In the Bay Area, its first homegrown marijuana dispensary will be listed on an exchange as Oakland’s Harborside is about to go public.
Uber and Lyft .’s Recent IPOs did not “eat San Francisco alive” like The New York Times predicted. But a major cannabis company in the Bay Area has a stock offering that’s likely to make you more prone to the munchies.
Oakland pottery shop Harbor side, one of the largest dispensaries in the country and a 13-year-old mainstay of the Bay Area marijuana scene, is about to go public on the Canadian stock exchange. It’s another major transaction that shows how California cannabis companies now see themselves as operations worth hundreds of millions of dollars – but those dollars are often Canadian.
Technically, Harborside won’t be the first Bay Area cannabis company to list on a stock market. The Canadian company that acquired The Apothecarium in February is already listed on the Canadian Securities Exchange under that parent company’s name TerrAscend. A Monterey cannabis conglomerate called Indus Holdings also floated on the Canadian stock exchange in April.
But this is the first homegrown, historic, pre-legalization Bay Area marijuana brand to appear on the stock market under its original name and identity.
“In terms of core Bay Area and long-standing legacy businesses, especially one like Harborside that’s been around since 2006, this is unique and very, very special to Northern California, to the industry and certainly to Harborside,” he said. CEO of the company, Andrew Berman. SF Weekly.
At the time of press time, we don’t know exactly when Harborside shares will start trading. The company has announced that it expects the shares to start trading “on or about June 6,” but that decision rests with the Canadian Securities Exchange. (To update: Harborside announced Thursday that its shares will begin trading on Monday, June 10.)
“We hope it’s Thursday. We expect it to be Thursday,” says Berman. “Maybe it’s Friday. It could be next week. But sometime in the short term.”
And we still don’t know for sure the stock’s launch price.
“We are aiming for a price of $7. Those are Canadian dollars, he says.
This isn’t really an IPO. Harborside completed a complex transaction dubbed a “reverse takeover” (RTO) with the already existing Canadian cannabis stock Lineage Grow Company. That company’s stock, which trades under the name “BUDD,” has been suspended from trading under Canadian stock exchange rules for takeovers of this type. The new stock will trade under the name Harborside and the ticker name will be updated to “HBOR.”

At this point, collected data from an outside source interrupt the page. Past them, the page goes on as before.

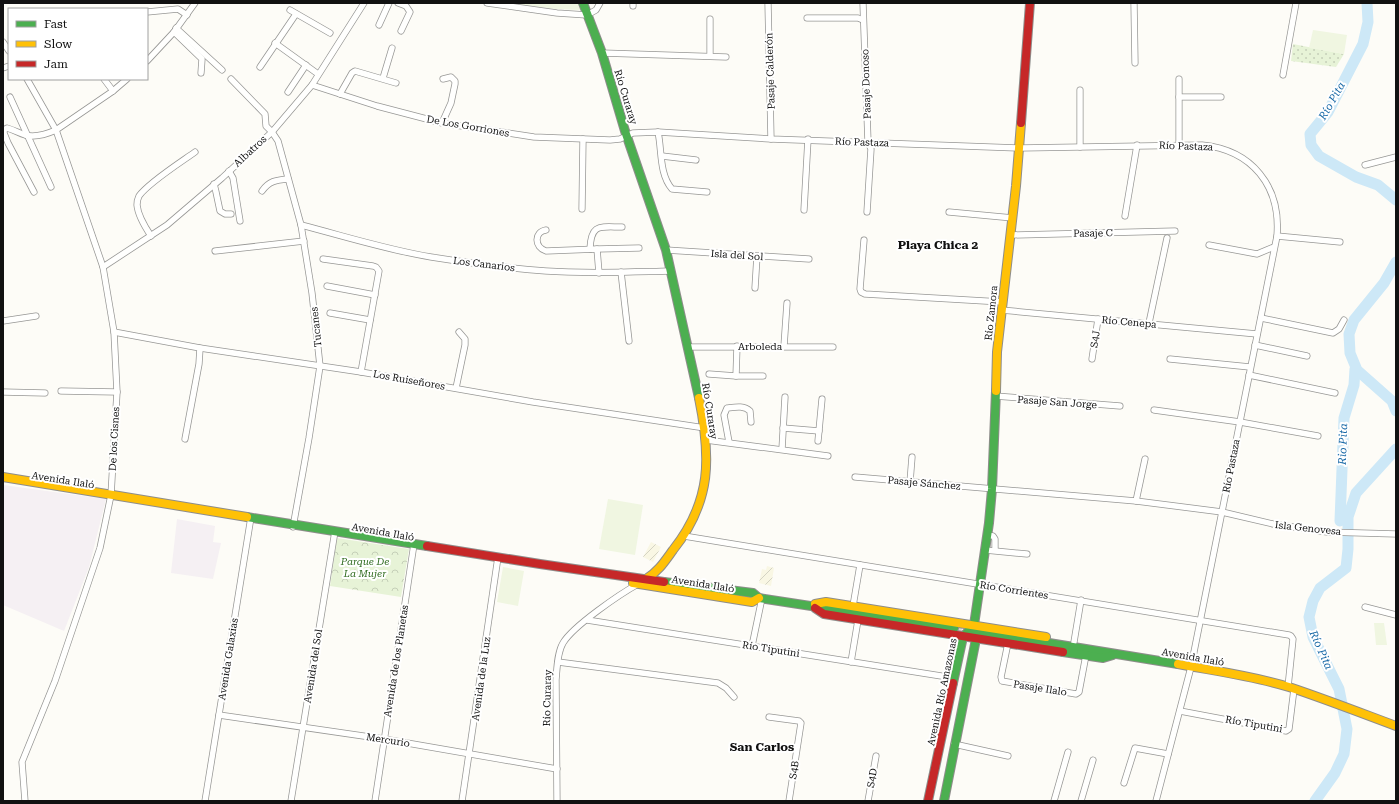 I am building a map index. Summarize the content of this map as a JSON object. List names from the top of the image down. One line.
{"streets":{"main road":["Río Curaray","Río Zamora","Avenida Ilaló","Avenida Río Amazonas"],"street":["Pasaje Calderón","Pasaje Donoso","De Los Gorriones","Río Pastaza","Albatros","Pasaje C","Isla del Sol","Los Canarios","Río Cenepa","Tucanes","S4J","Arboleda","Los Ruiseñores","Pasaje San Jorge","De los Cisnes","Pasaje Sánchez","Isla Genovesa","Río Corrientes","Río Tiputini","Avenida Galaxias","Avenida de los Planetas","Avenida del Sol","Avenida de la Luz","Pasaje Ilalo","Mercurio","S4B","S4D"]},"crossings":[["Pasaje Calderón","Río Pastaza"],["Pasaje Donoso","Río Pastaza"],["Río Curaray","De Los Gorriones"],["Río Curaray","Río Pastaza"],["Río Curaray","Isla del Sol"],["Río Curaray","Los Canarios"],["Río Curaray","Arboleda"],["Río Curaray","Los Ruiseñores"],["Río Curaray","Avenida Ilaló"],["Río Curaray","Río Corrientes"],["Río Curaray","Río Tiputini"],["Río Curaray","Mercurio"],["De Los Gorriones","Río Pastaza"],["De Los Gorriones","Albatros"],["Río Pastaza","Río Zamora"],["Río Pastaza","Río Cenepa"],["Río Pastaza","Avenida Ilaló"],["Río Pastaza","Isla Genovesa"],["Río Pastaza","Río Corrientes"],["Río Pastaza","Río Tiputini"],["Albatros","Tucanes"],["Albatros","De los Cisnes"],["Pasaje C","Río Zamora"],["Los Canarios","Tucanes"],["Río Zamora","Río Cenepa"],["Río Zamora","Pasaje San Jorge"],["Río Zamora","Pasaje Sánchez"],["Río Zamora","Río Corrientes"],["Río Zamora","Avenida Río Amazonas"],["Río Cenepa","S4J"],["Tucanes","Los Ruiseñores"],["Tucanes","Avenida Ilaló"],["Los Ruiseñores","De los Cisnes"],["De los Cisnes","Avenida Ilaló"],["Avenida Ilaló","Río Corrientes"],["Avenida Ilaló","Río Tiputini"],["Avenida Ilaló","Avenida Galaxias"],["Avenida Ilaló","Avenida de los Planetas"],["Avenida Ilaló","Avenida del Sol"],["Avenida Ilaló","Avenida de la Luz"],["Pasaje Sánchez","Isla Genovesa"],["Río Corrientes","Río Tiputini"],["Río Tiputini","Avenida Río Amazonas"],["Avenida Galaxias","Mercurio"],["Avenida de los Planetas","Mercurio"],["Avenida del Sol","Mercurio"],["Avenida de la Luz","Mercurio"]],"districts":["Playa Chica 2","San Carlos"],"water":["Río Pita","Rio Pita"],"parks":["Parque De La Mujer"],"legend":["Fast","Slow","Jam"]} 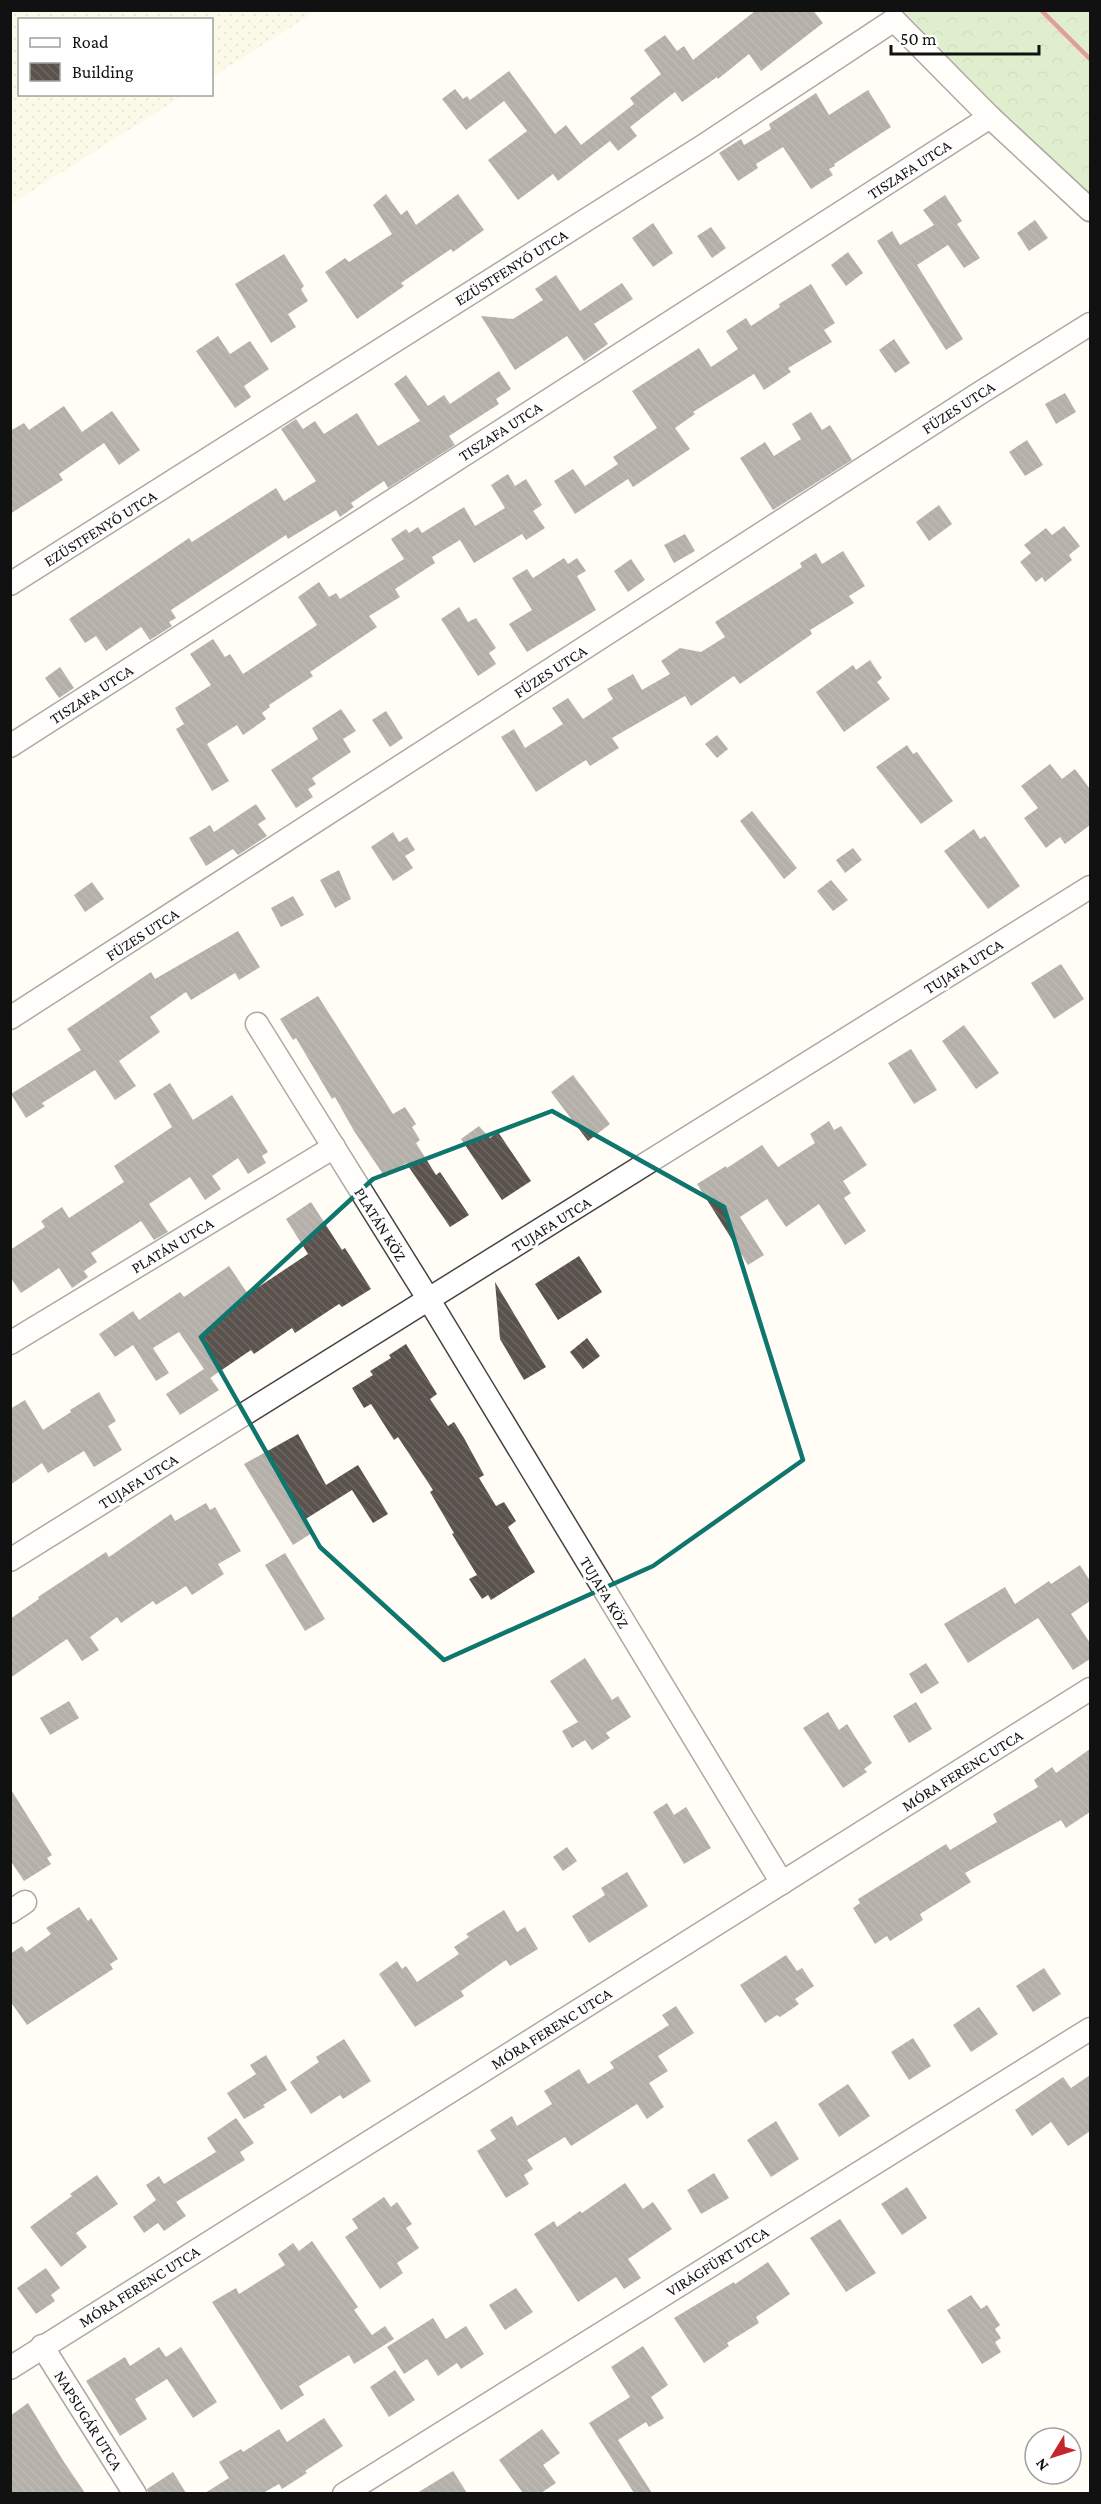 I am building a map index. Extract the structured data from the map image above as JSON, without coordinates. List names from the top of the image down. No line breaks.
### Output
{"streets":{"street":["TISZAFA UTCA","EZÜSTFENYŐ UTCA","FÜZES UTCA","TUJAFA UTCA","PLATÁN KÖZ","PLATÁN UTCA","TUJAFA KÖZ","MÓRA FERENC UTCA","VIRÁGFÜRT UTCA","NAPSUGÁR UTCA"]},"crossings":[["TISZAFA UTCA","EZÜSTFENYŐ UTCA"],["TUJAFA UTCA","PLATÁN KÖZ"],["TUJAFA UTCA","TUJAFA KÖZ"],["PLATÁN KÖZ","PLATÁN UTCA"],["PLATÁN KÖZ","TUJAFA KÖZ"],["TUJAFA KÖZ","MÓRA FERENC UTCA"],["MÓRA FERENC UTCA","NAPSUGÁR UTCA"]],"legend":["Road","Building"],"scale_bar":"50 m","north":"bottom left"} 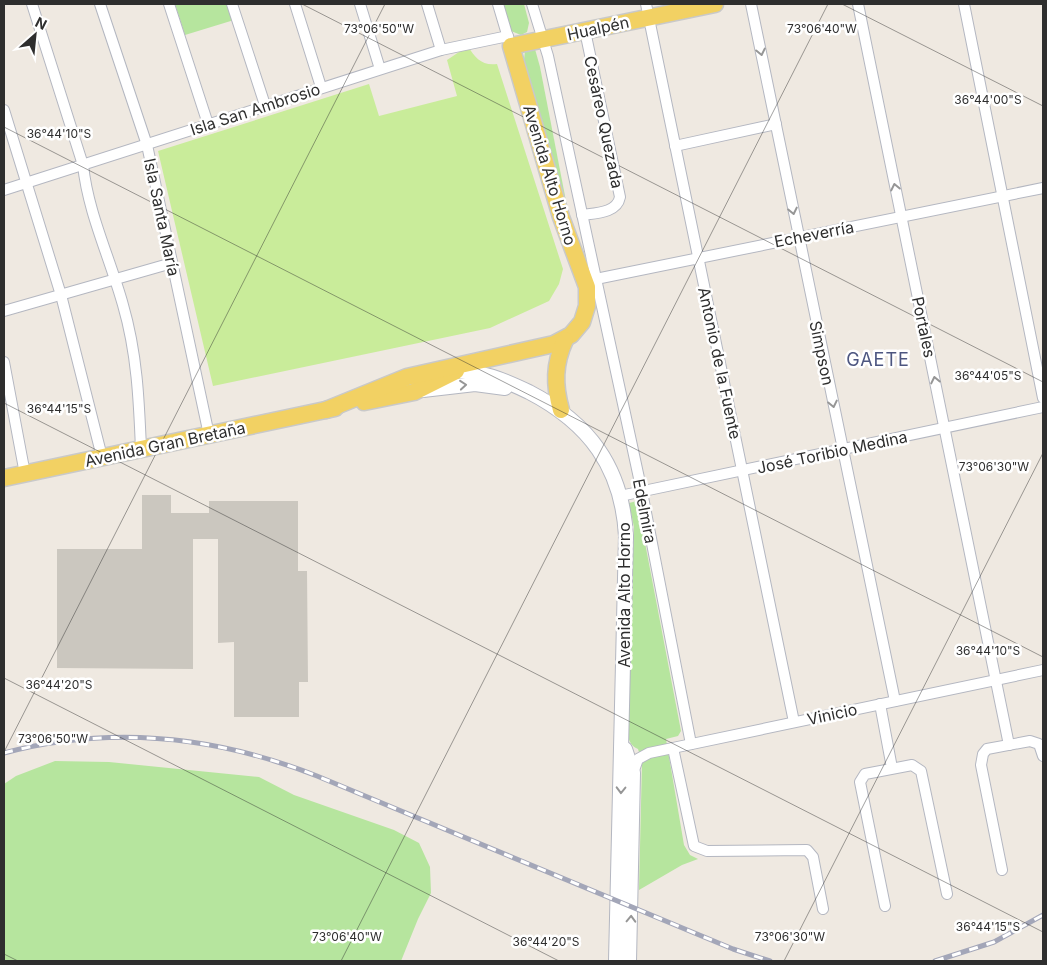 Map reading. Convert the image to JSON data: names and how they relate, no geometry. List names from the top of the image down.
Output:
{
  "streets": {
    "main road": ["Hualpén", "Avenida Alto Horno", "Avenida Gran Bretaña"],
    "street": [
      "Isla San Ambrosio",
      "Cesáreo Quezada",
      "Isla Santa María",
      "Echeverría",
      "Portales",
      "Simpson",
      "Antonio de la Fuente",
      "José Toribio Medina",
      "Edelmira",
      "Vinicio"
    ]
  },
  "crossings": [
    ["Hualpén", "Isla San Ambrosio"],
    ["Hualpén", "Cesáreo Quezada"],
    ["Hualpén", "Avenida Alto Horno"],
    ["Hualpén", "Antonio de la Fuente"],
    ["Isla San Ambrosio", "Avenida Alto Horno"],
    ["Isla San Ambrosio", "Isla Santa María"],
    ["Cesáreo Quezada", "Avenida Alto Horno"],
    ["Avenida Alto Horno", "Echeverría"],
    ["Avenida Alto Horno", "Avenida Gran Bretaña"],
    ["Avenida Alto Horno", "José Toribio Medina"],
    ["Avenida Alto Horno", "Edelmira"],
    ["Avenida Alto Horno", "Vinicio"],
    ["Isla Santa María", "Avenida Gran Bretaña"],
    ["Echeverría", "Portales"],
    ["Echeverría", "Simpson"],
    ["Echeverría", "Antonio de la Fuente"],
    ["Echeverría", "Edelmira"],
    ["Portales", "José Toribio Medina"],
    ["Portales", "Vinicio"],
    ["Simpson", "José Toribio Medina"],
    ["Simpson", "Vinicio"],
    ["Antonio de la Fuente", "José Toribio Medina"],
    ["Antonio de la Fuente", "Vinicio"],
    ["José Toribio Medina", "Edelmira"],
    ["Edelmira", "Vinicio"]
  ],
  "one_way": ["Portales", "Simpson"],
  "districts": ["GAETE"],
  "north": "top right",
  "coordinates": [
    "73°06'50\"W",
    "73°06'40\"W",
    "36°44'00\"S",
    "36°44'10\"S",
    "36°44'05\"S",
    "36°44'15\"S",
    "73°06'30\"W",
    "36°44'20\"S"
  ]
}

“This is a reverse takeover where we found a company that was already listed on the Canadian Securities Exchange,” explains Berman. “We’re merging into a company and for the merger to happen, we’re basically acquiring more of their stock, so we end up being the controlling entity.”
Lineage Grow Company was already active in the marijuana business. They are nowhere as large as Harborside, which is valued at $150 million, but they do have two dispensaries in Oregon, one in San Jose, and a 43,000-square-foot facility in Sacramento. So Harborside is acquiring some nice things of value in this reverse acquisition deal.
“Some of the other people who have done RTOs have found companies that may have been an old mining company or an old pharmaceutical company,” he says.
But Harborside is more than just an Oakland pharmacy, and parent company FLRish has quietly become one of the most powerful cannabis companies in California. Although Harborside has been retailing since the time of the “medical marijuana collective” of 2006, they have also acquired licenses to grow, process, manufacture and transport cannabis. The company claims to sell three percent of all retail cannabis in California.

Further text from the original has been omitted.